Campus Access Dissertation

Degree Name

Doctor of Philosophy (PhD)

Department

Environmental Sciences

First Advisor

Paul Kirshen

Second Advisor

Amit Patel

Third Advisor

Rosalyn Negron, Helen Adams

Abstract

The City of Boston has emerged as a leader in the Northeastern United States for developing and implementing definitive climate action plans for both mitigation and adaptation strategies. Such steps are essential as the city is vulnerable to coastal flooding from storms and exceptionally high tides. These risks will increase in the future due to climate change and associated sea-level-rise (SLR). Among numerous approaches to manage flooding, Nature-Based Strategies (NBS) have emerged as potentially the most reasonable adaptation measures for Boston to the extent that the city has committed to using primarily shore-based NBS as an adaptation approach. There are engineering challenges associated with these adaptation strategies, particularly in the coastal urban context, but equally important are those challenges relating to community dynamics. This research focuses on the influence of human values and interactions in determining adaptation responses, including proposed local climate change adaptation strategies and policies such as NBS. To this end, I apply a case study research approach and follow a Values-focused Thinking (VFT) framework of analysis.

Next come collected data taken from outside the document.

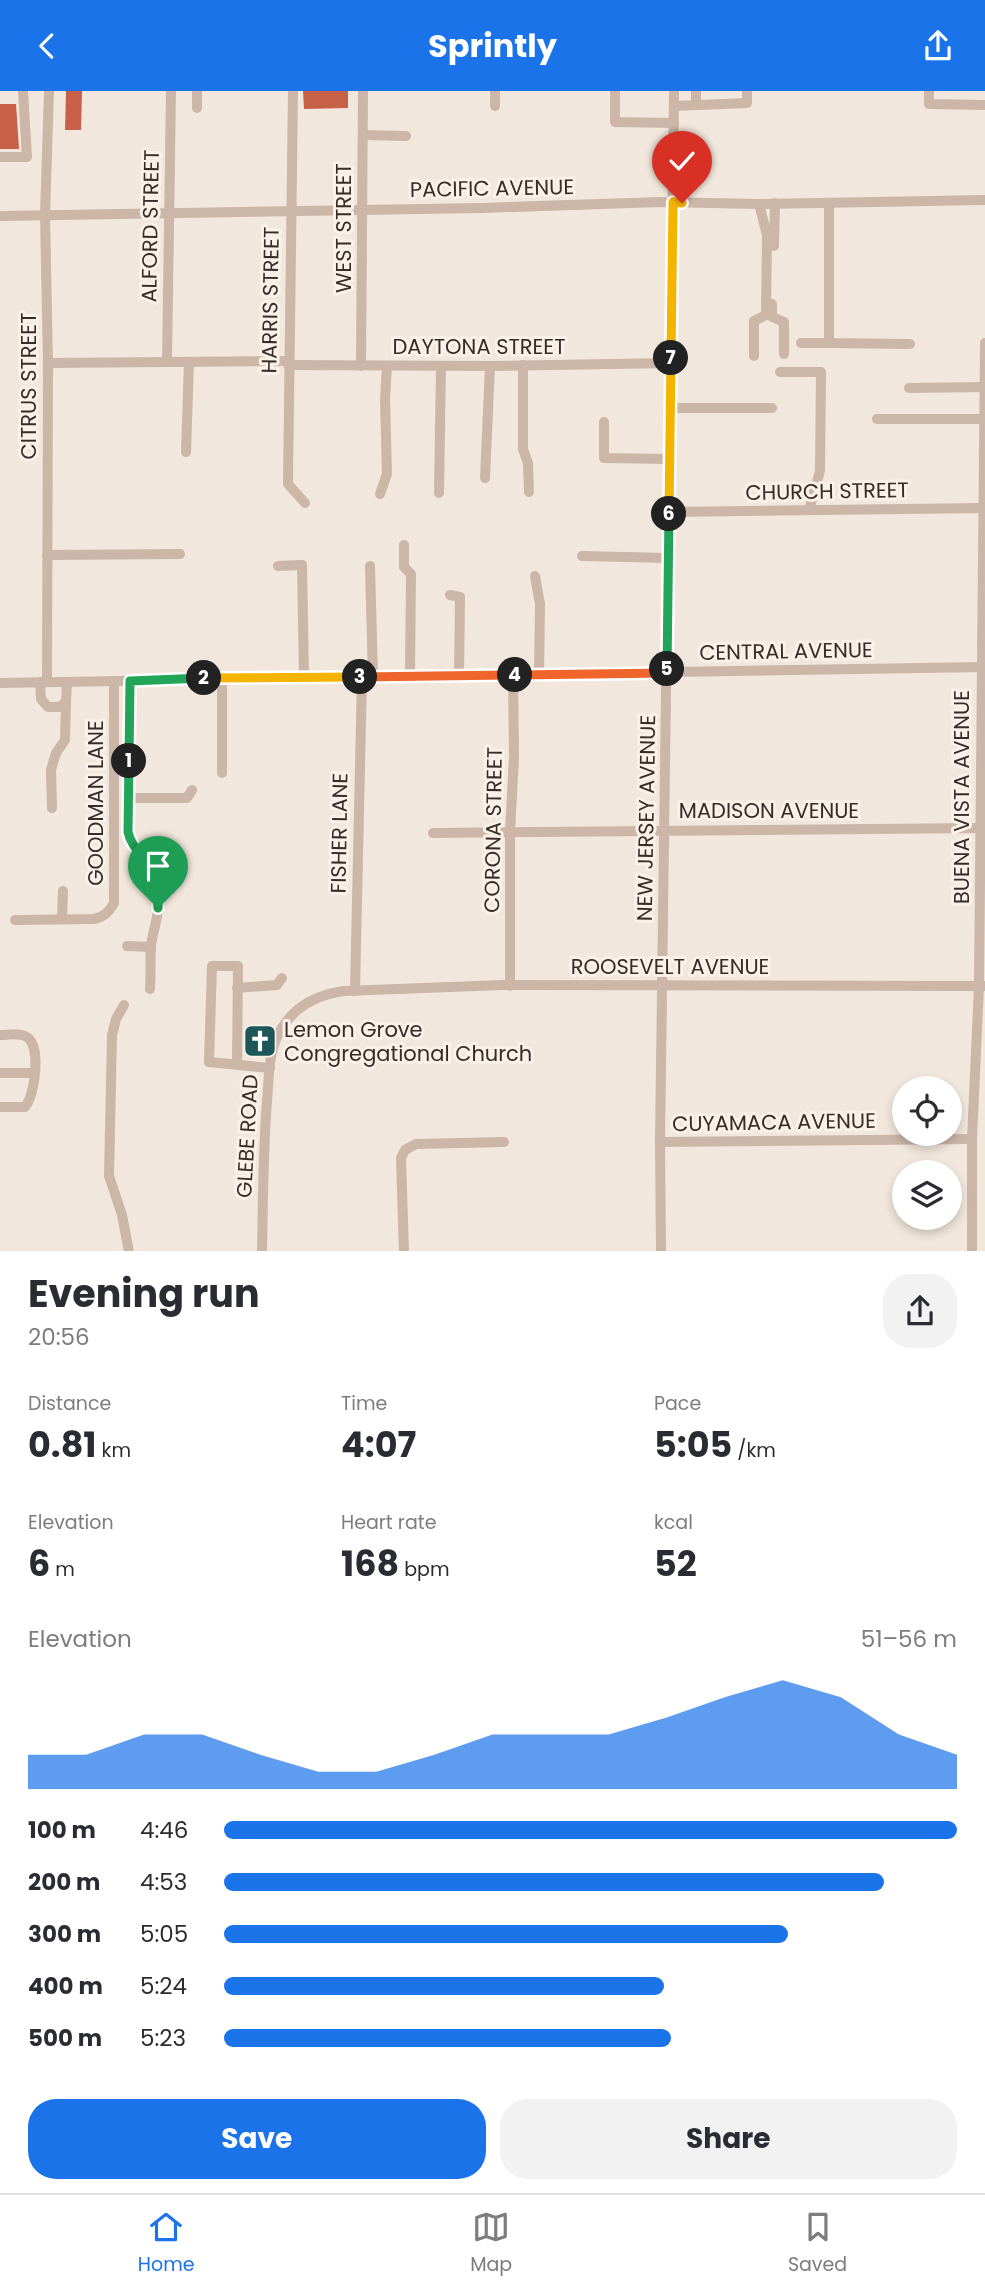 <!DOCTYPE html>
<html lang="en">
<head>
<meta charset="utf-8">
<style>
  body { margin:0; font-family:Poppins,sans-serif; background:#f2f2f3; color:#2b2b33; height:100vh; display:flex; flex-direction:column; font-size:26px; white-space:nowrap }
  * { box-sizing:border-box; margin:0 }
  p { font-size:23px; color:#7c7c81 }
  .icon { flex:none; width:38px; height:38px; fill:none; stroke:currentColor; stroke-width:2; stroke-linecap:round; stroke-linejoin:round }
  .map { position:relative; height:1160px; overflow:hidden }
  .side { display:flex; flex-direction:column; background:#fff; flex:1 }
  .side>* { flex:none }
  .buttons { position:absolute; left:892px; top:985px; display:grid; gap:14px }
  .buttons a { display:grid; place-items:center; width:70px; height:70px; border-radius:50%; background:#fff; box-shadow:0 4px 10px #0003; font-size:35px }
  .pin { position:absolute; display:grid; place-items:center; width:60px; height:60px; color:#fff; margin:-72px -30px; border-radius:50% 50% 50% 0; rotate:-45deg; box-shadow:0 0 7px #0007 }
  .pin .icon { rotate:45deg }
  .km { position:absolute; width:35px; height:35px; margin:-18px; border-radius:50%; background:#222; color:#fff; font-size:19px; line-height:35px; text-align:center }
  .round { display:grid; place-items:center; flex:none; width:74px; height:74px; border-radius:28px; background:#f2f2f3 }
  .head { display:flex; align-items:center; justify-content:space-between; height:119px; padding:0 28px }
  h1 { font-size:38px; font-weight:700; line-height:52px }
  .figures { display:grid; grid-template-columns:repeat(3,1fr); gap:10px; height:119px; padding:7px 28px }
  .figures div { display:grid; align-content:center }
  .figures b { font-size:35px; font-weight:700 }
  .figures small { font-size:19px; font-weight:400 }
  .figures p { font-size:19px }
  .chart { height:196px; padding:14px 28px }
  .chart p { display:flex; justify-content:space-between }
  .chart svg { width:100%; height:126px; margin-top:7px; fill:#1a73e8; opacity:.7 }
  .cta { display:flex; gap:14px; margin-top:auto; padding:14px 28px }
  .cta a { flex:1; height:80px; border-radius:28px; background:#1a73e8; color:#fff; font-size:28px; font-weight:700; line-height:80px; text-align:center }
  .cta a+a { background:#f2f2f3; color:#2b2b33 }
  ul { padding:0 28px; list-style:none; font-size:23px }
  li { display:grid; grid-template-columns:112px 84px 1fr; align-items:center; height:52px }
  li i { height:18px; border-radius:9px; background:#1a73e8 }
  header { display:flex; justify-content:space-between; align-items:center; height:91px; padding:0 28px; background:#1a73e8; color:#fff; font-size:32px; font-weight:700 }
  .tab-bar { display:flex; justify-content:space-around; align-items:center; height:98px; border-top:2px solid #e1e1e2; background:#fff; font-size:19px; color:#7c7c81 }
  .tab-bar a { display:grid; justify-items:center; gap:4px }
  .tab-bar .selected { color:#1a73e8 }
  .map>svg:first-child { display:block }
  .building { fill:#c76046 }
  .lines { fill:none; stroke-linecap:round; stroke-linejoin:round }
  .minor { stroke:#cbb6a8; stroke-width:10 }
  .split-1-casing { stroke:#fff; stroke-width:14 }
  .split-2-casing { stroke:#fff; stroke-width:14 }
  .split-3-casing { stroke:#fff; stroke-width:14 }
  .split-4-casing { stroke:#fff; stroke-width:14 }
  .split-5-casing { stroke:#fff; stroke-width:14 }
  .split-6-casing { stroke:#fff; stroke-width:14 }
  .split-7-casing { stroke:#fff; stroke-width:14 }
  .split-8-casing { stroke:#fff; stroke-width:14 }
  .split-1 { stroke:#22a559; stroke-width:9 }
  .split-2 { stroke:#22a559; stroke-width:9 }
  .split-3 { stroke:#f5b400; stroke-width:9 }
  .split-4 { stroke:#f0652b; stroke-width:9 }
  .split-5 { stroke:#f0652b; stroke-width:9 }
  .split-6 { stroke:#22a559; stroke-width:9 }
  .split-7 { stroke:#f5b400; stroke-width:9 }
  .split-8 { stroke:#f5b400; stroke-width:9 }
  .labels { text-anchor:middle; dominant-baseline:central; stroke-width:6; stroke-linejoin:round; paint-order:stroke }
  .street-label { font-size:21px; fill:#372c28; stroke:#faf1e9 }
  .poi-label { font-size:21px; fill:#372c28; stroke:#faf1e9; text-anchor:start }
</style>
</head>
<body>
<header><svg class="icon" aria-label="back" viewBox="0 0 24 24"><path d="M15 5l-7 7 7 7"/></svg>Sprintly<svg class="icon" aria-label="share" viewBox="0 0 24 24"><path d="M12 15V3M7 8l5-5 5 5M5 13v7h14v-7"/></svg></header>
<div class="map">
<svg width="985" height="1161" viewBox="0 0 985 1161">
  <rect width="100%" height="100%" fill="#f2e7dc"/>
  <g class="building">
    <polygon points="66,0 82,0 81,39 65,39"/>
    <polygon points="303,0 348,0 348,17 304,18"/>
    <polygon points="0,13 16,13 19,58 0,58"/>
  </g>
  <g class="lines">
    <g class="minor">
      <polyline points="197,0 197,17"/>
      <polyline points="293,0 288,393 305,412"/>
      <polyline points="495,0 495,15"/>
      <polyline points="615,0 615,31 674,32"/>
      <polyline points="929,0 929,13 985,14"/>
      <polyline points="696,14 696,0"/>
      <polyline points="674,15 747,12 747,0"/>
      <polyline points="363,44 406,45"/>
      <polyline points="0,66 27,66 23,0"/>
      <polyline points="829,112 829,252 910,253"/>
      <polyline points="0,125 482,117 660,111 759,113 985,109"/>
      <polyline points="774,155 775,112"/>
      <polyline points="772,213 772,226 784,231 784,263"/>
      <polyline points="801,252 829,252"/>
      <polyline points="754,265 754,230 766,224 767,144 759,113"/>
      <polyline points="167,271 171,0"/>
      <polyline points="48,272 288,270"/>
      <polyline points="288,274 490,275 671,272"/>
      <polyline points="523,274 523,358 528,372 529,401"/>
      <polyline points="361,275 363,0"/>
      <polyline points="780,281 821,281 820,380 809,419"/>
      <polyline points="909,297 985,296"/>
      <polyline points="670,317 772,317"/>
      <polyline points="877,328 984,328"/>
      <polyline points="604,331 604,367 670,368"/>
      <polyline points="186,361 189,271"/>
      <polyline points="485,387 490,275"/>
      <polyline points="439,402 441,275"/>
      <polyline points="380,403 387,383 385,308 387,275"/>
      <polyline points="669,421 985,417"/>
      <polyline points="404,454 404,476 411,483 410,585"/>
      <polyline points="47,464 180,463"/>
      <polyline points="582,465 668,467"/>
      <polyline points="278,475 302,474 304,586"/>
      <polyline points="370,475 373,586"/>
      <polyline points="535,485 540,513 539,584"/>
      <polyline points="450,504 460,506 459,586"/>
      <polyline points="222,587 222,682"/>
      <path d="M130 590 128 741C132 761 152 773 157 793 163 812 154 835 151 854 150 868 151 884 150 898"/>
      <polyline points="40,591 41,608 48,616 59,616 66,611 67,591"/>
      <polyline points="47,591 48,272 45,124 49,0"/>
      <polyline points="0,592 985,576"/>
      <polyline points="128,707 187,707 192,699"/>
      <polyline points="52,717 51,679 56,662 65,649 66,611"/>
      <polyline points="433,742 980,737"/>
      <polyline points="62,828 63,800"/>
      <path d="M15 829 94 828C104 826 109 821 114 812V590"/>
      <polyline points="127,855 151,856"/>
      <polyline points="510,895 510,741 514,666 513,584"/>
      <polyline points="237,897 277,894 282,887"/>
      <polyline points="355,900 362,586"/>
      <polyline points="124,914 116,928 112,944 109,1085 122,1124 129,1161"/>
      <path d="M0 944C8 944 21 941 28 947 41 957 35 1005 25 1016H0"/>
      <polyline points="237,973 238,875 212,875 209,971 270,977"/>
      <polyline points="0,982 34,982"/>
      <polyline points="660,1051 972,1048"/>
      <path d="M262 1161C263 1110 263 1060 267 1010 269 989 268 966 277 946 290 918 315 904 344 900L503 894 985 895"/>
      <polyline points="404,1161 401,1067 405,1059 416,1053 504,1051"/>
      <polyline points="661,1161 660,1051 674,0"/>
      <polyline points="972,1161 972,1048 979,895 985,252"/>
    </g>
  </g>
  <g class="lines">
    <defs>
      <path id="split-1" d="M129 670 128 741C131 754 138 759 145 769 157 784 158 799 158 817"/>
      <polyline id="split-2" points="129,670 130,590 204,587"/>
      <polyline id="split-3" points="204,587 360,586"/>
      <polyline id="split-4" points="360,586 515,584"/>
      <polyline id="split-5" points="515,584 667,582 667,578"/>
      <polyline id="split-6" points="667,578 669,423"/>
      <polyline id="split-7" points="669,423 671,267"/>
      <polyline id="split-8" points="671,267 673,111 682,112"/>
    </defs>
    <use href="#split-1" class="split-1-casing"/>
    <use href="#split-2" class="split-2-casing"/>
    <use href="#split-3" class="split-3-casing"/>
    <use href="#split-4" class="split-4-casing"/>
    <use href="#split-5" class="split-5-casing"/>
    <use href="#split-6" class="split-6-casing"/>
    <use href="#split-7" class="split-7-casing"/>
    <use href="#split-8" class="split-8-casing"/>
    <use href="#split-1" class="split-1"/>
    <use href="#split-2" class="split-2"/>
    <use href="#split-3" class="split-3"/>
    <use href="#split-4" class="split-4"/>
    <use href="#split-5" class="split-5"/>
    <use href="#split-6" class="split-6"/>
    <use href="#split-7" class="split-7"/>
    <use href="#split-8" class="split-8"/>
  </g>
  <defs>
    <symbol id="church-square" viewBox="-11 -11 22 22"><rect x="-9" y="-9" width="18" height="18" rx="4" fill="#1d5759" stroke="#faf1e9"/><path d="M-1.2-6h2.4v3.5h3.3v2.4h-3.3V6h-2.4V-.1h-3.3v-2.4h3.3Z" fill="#fff"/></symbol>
  </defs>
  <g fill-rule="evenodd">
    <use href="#church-square" x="241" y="931" width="38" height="38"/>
  </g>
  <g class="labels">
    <g class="street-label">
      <text transform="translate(492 97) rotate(-1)">PACIFIC AVENUE</text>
      <text transform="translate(150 135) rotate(-89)">ALFORD STREET</text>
      <text transform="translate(343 137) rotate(-90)">WEST STREET</text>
      <text transform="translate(270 209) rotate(-89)">HARRIS STREET</text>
      <text x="479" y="255">DAYTONA STREET</text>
      <text transform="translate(28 295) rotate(-90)">CITRUS STREET</text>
      <text transform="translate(827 400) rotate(-1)">CHURCH STREET</text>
      <text transform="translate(786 560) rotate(-1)">CENTRAL AVENUE</text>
      <text transform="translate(961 706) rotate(-90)">BUENA VISTA AVENUE</text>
      <text transform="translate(95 712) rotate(-90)">GOODMAN LANE</text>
      <text x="769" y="719">MADISON AVENUE</text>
      <text transform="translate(646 727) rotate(-89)">NEW JERSEY AVENUE</text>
      <text transform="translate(493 739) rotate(-89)">CORONA STREET</text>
      <text transform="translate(339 742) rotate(-89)">FISHER LANE</text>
      <text x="670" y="875">ROOSEVELT AVENUE</text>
      <text transform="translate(774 1031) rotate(-1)">CUYAMACA AVENUE</text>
      <text transform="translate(247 1045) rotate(-87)">GLEBE ROAD</text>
    </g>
    <g class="poi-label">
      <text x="284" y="938">Lemon Grove<tspan x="284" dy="24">Congregational Church</tspan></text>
    </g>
  </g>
</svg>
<div class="buttons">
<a><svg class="icon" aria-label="locate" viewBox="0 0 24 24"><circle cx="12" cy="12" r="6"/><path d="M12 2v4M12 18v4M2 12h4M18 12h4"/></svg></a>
<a><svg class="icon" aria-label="layers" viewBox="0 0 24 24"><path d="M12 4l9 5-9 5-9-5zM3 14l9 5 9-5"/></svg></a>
</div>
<div class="pin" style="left:158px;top:817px;background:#1e9e55"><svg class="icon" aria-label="arrive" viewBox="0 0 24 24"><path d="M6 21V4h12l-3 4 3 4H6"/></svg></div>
<div class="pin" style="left:682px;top:112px;background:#d93025"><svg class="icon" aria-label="check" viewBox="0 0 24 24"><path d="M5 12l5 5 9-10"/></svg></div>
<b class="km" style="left:129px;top:670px">1</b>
<b class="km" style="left:204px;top:587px">2</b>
<b class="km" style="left:360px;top:586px">3</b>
<b class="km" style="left:515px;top:584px">4</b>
<b class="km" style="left:667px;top:578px">5</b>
<b class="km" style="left:669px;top:423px">6</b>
<b class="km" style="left:671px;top:267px">7</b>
</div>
<section class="side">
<div class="head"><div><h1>Evening run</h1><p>20:56</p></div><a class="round"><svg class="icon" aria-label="share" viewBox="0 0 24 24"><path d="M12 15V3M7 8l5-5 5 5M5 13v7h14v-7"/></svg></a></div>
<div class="figures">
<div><p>Distance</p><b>0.81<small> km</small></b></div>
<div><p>Time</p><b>4:07</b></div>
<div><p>Pace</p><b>5:05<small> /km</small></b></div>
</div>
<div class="figures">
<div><p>Elevation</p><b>6<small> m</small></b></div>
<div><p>Heart rate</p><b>168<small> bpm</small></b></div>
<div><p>kcal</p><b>52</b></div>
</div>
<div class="chart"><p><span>Elevation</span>51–56 m</p>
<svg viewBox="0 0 160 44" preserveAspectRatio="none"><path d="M0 44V32L10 32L20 25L30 25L40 32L50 38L60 38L70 32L80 25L90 25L100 25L110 19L120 12L130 6L140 12L150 25L160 32V44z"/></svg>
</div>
<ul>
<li><b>100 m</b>4:46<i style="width:100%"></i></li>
<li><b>200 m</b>4:53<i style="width:90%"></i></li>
<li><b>300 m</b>5:05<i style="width:77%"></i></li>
<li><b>400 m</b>5:24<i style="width:60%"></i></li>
<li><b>500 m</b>5:23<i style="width:61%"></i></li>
</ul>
<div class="cta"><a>Save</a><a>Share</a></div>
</section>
<nav class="tab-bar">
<a class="selected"><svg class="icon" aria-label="home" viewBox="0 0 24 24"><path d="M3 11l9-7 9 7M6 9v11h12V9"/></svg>Home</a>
<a><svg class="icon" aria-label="map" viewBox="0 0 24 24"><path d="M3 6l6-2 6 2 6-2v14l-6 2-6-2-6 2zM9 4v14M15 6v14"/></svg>Map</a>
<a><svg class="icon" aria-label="saved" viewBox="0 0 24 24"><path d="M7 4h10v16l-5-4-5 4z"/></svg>Saved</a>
</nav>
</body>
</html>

This research explores: 1) How the subjective motivations and priorities among stakeholder groups are influencing their perceived notions of acceptable coastal adaptation approaches, specifically nature-based strategies; 2) What adaptation objectives across various stakeholder groups are informing the selection of coastal adaptation strategies and associated decision actions; and 3) How integrated stakeholder objectives can guide the development of climate change adaptation strategies for transformative adaptation outcomes. The results demonstrate how climate change adaptation strategies designed and informed by diverse stakeholder perspectives and values, placing the human face of climate change at the center of adaptation discourse, can support transformative adaptation. The key contribution of this research is a deeper understanding of the socio-economic and political processes that shape the choice of adaptation strategies and the outcomes for an urban coastal community in fundamental ways.